Near Eger, Czechoslovakia, the hospital functioned as a relay and sorting station for a large number of German prisoners of War. In addition to many inadequately treated or healing battle casualties, diseases, infrequently seen in our own troops, were encountered. Typhus, diphtheria, post-diphtheria, paralyses, and chronic dysentery fell into this group. The unavailability of laboratory service and the brief stay of these patients prevented adequate study. German medical personnel were largely responsible for the care of the patients while our own medical staff acted in an advisory capacity.
In Marienbad, Czechoslovakia, this unit functioned as a Station Hospital with a capacity of 285 beds. Cases with chronic or recurrent partially disabling conditions, such as are commonly seen in garrison, formed a large percentage of the total. A greater number of cases of scabies were treated suggesting that this disease is more prevalent among stationary troops than those in more active phase. The current evacuation policy permitted the retaining of cases up to a limit of fifteen days thus enabling us to follow more patients throughout their entire illness. This policy also permitted and encouraged a more adequate study of the less acutely ill. Our neuro-psychiatrist worked with the unit for the first time on the continent and was of great assistance. SIW's were encountered in unexpected numbers.
It is felt that as our experience has increased and become more varied the
quality of care given patients has improved greatly. Directives concerning therapy from higher headquarters have been most helpful and have been adhered to. Aside from the possible physical discomfort of operating in tents all agree that it is more ideal than a make-shift set-up in buildings. The advantages of placing tarpaulins over the more commonly used lanes between tents has been amply demonstrated. The problem of black-out of entrances to the ward tents has
not been entirely adequately dealt with an warrants further consideration prior to another campaign.
STATISTICAL TABLE OF DIRECT ADMISSIONS
67th EVACUATION HOSPITAL, SEMIMOBILE
STATISTICAL TABLE OF INFORMAL ADMISSIONS
67TH EVACUATION HOSPITAL, SEMIMOBILE
STATISTICAL TABLE OF OUT PATIENTS
(37 Physicals are not included in the X-Ray, Laboratory, EENT and Dental totals, and they all went to these clinics.)
CLASSIFICATION OF WOUNDS
*(Note: B thru E pertains to US Army troops only.)
67th EVACUATION HOSPITAL, SEMIMOBILE
a.
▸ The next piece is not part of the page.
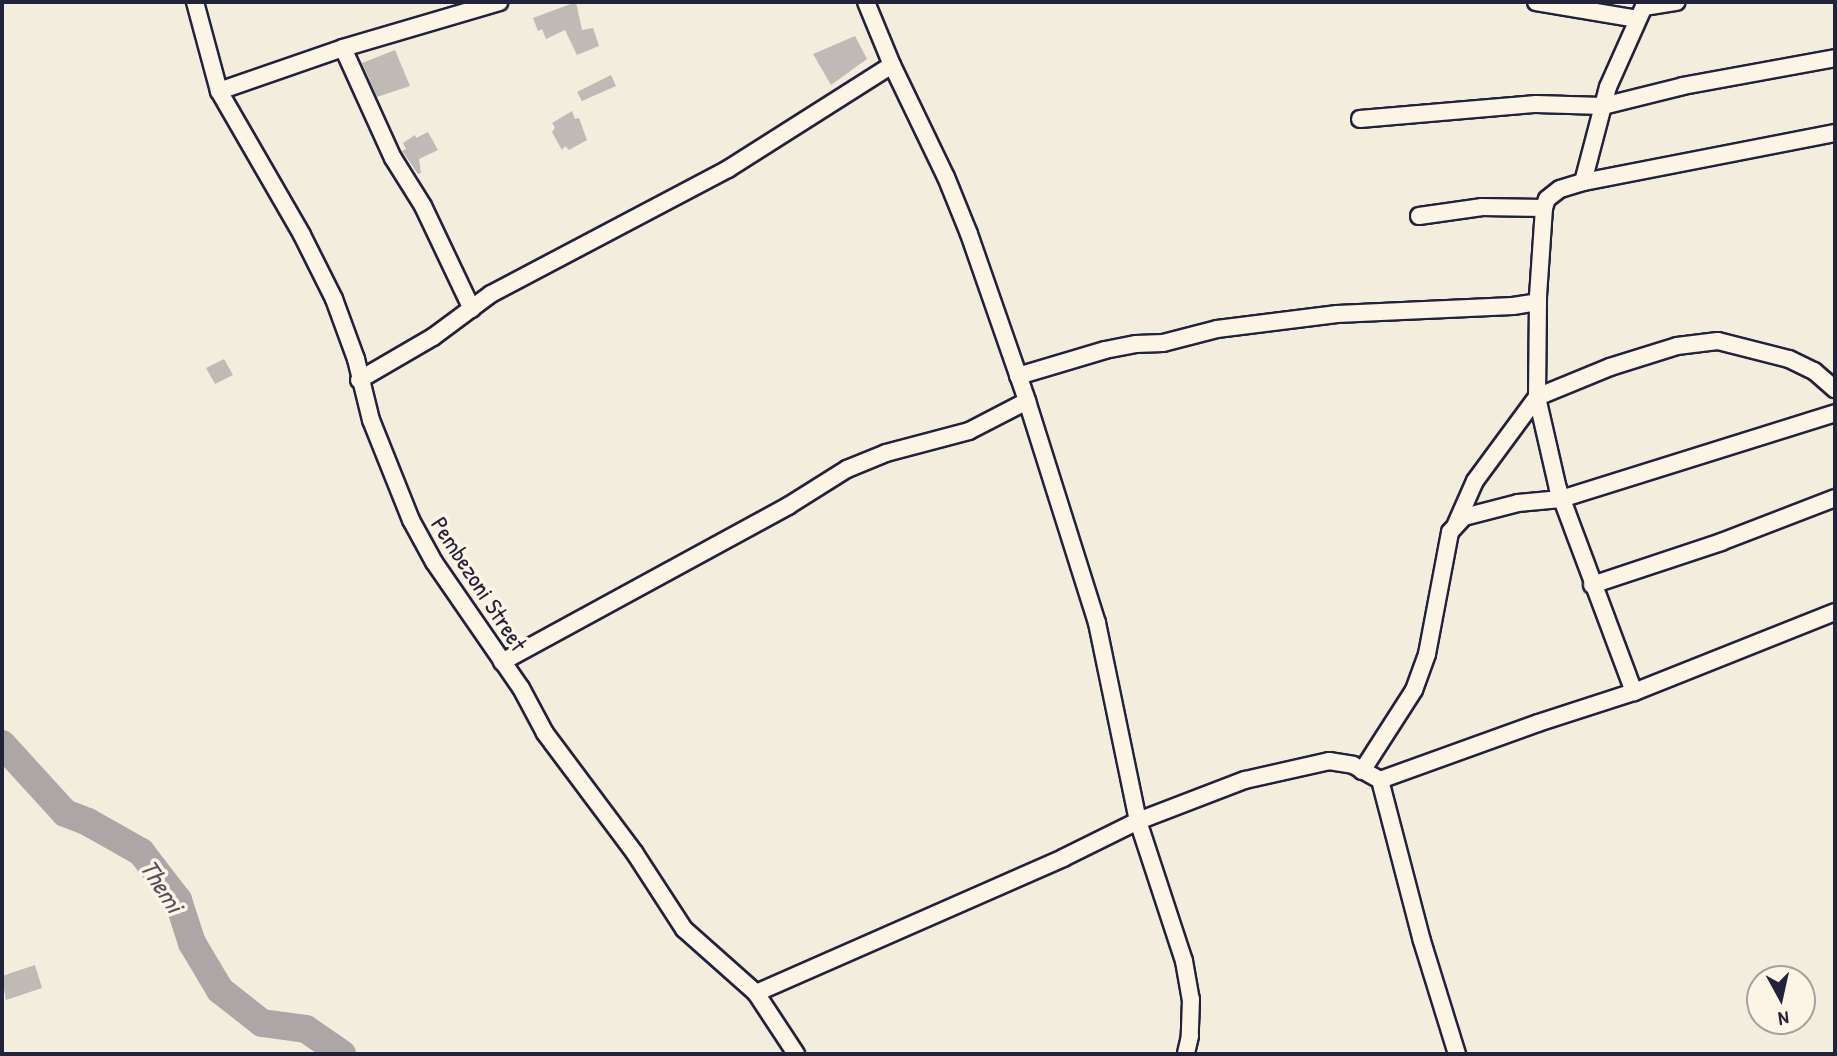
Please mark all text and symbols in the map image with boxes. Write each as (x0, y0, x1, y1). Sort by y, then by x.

All procedures in this department were done according to the U.S. Army directives and circulars. Anterior-posterior and lateral films were taken on all extremities. The same procedure was followed with injured chests abdomens and skulls.
b. Fluoroscopic examinations, gastro-intestinal series were done when we operated as a Station Hospital. One patient had a fracture reduced with the ad of a fluoroscope. He was anesthetized, reduced, and had a cast applied. All precautions were taken to avoid overexposure of the patient and those employed in the procedure.
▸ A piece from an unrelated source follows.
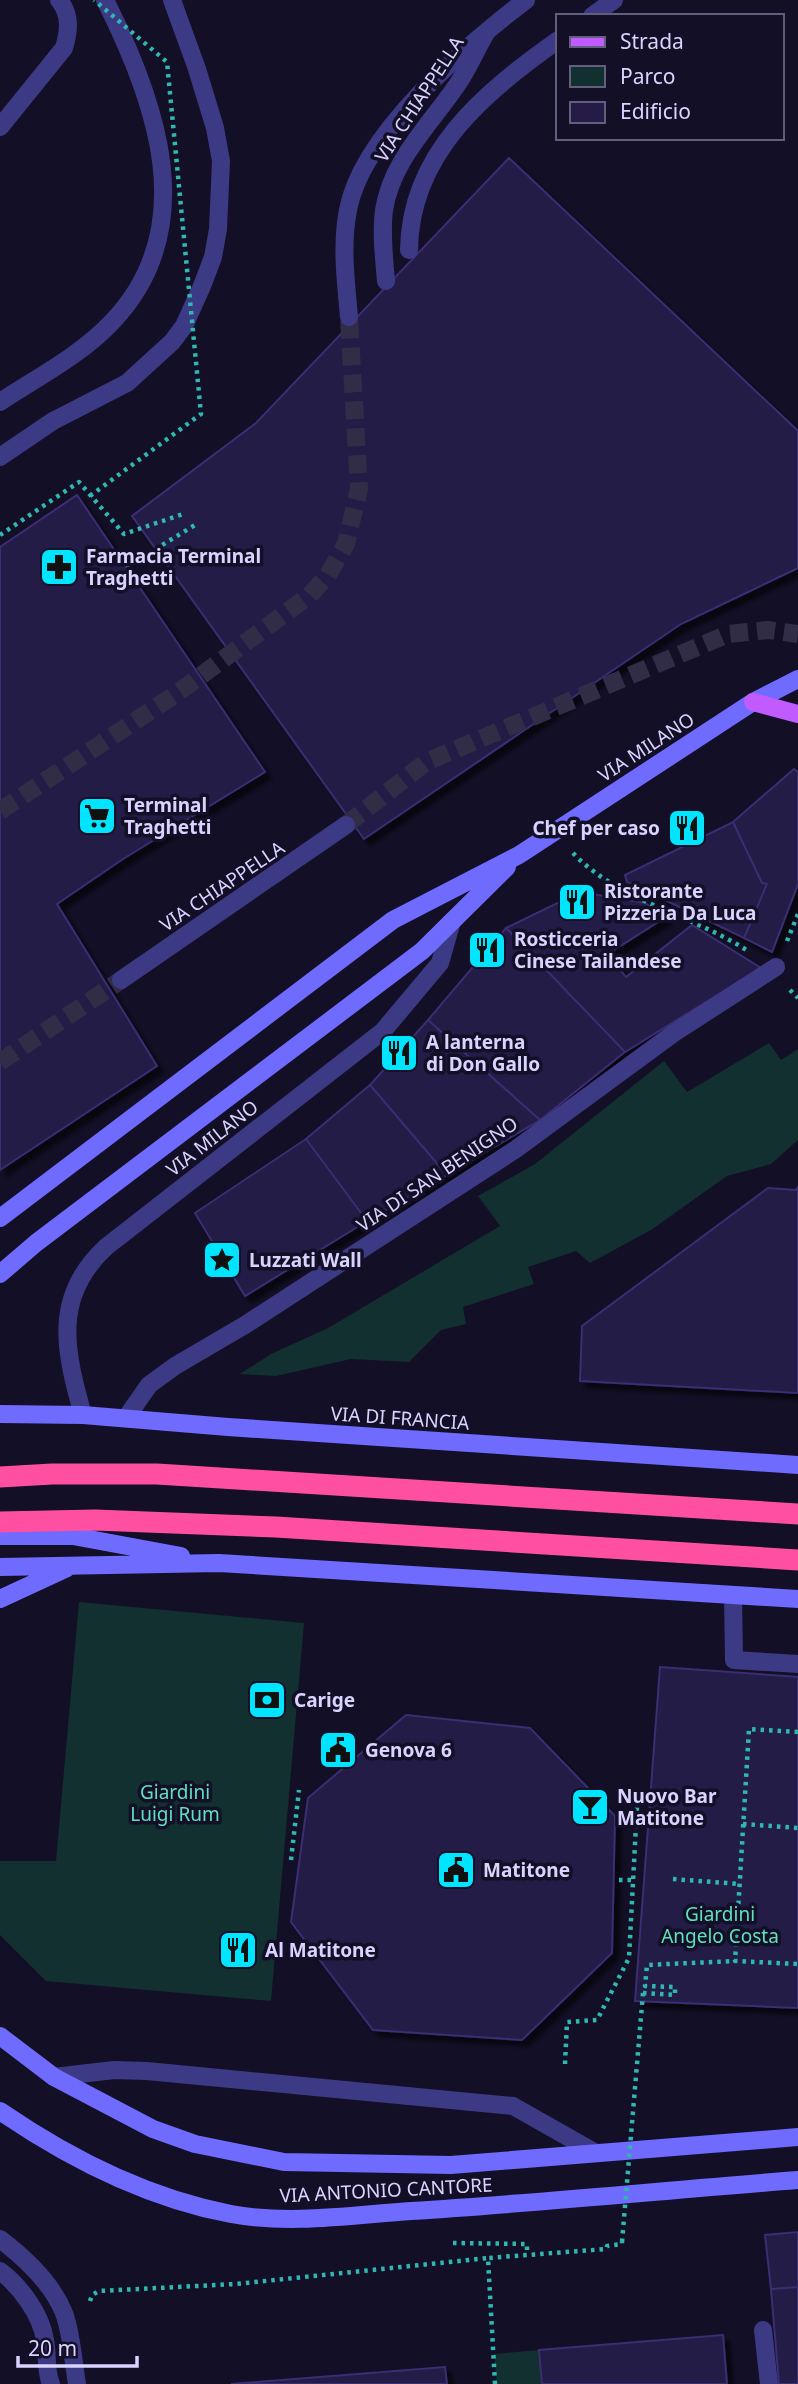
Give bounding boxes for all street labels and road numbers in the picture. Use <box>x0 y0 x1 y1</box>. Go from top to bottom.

c. Duplicate reports were rendered. The duplicate report was glued to the preserver which contained the patients films and the original was placed in the Field Medical Record.
The statistics are listed and broken down as the various parts of the body X-rayed.
a. Fluoroscopic Hoods: The devised hood was used during the reduction of a fracture. The operator found it a useful device for immediate blackout,
when as was the case, a permanent darkroom was not available.
b. Technique: It was found that technique had to be varied from time to time. Films, although diagnostic, were subject to varied densities due to the frequent change in the current being supplied by the 2.5 KW generator.
All supplies were received as necessary. At no time did we have any shortage of film or solutions.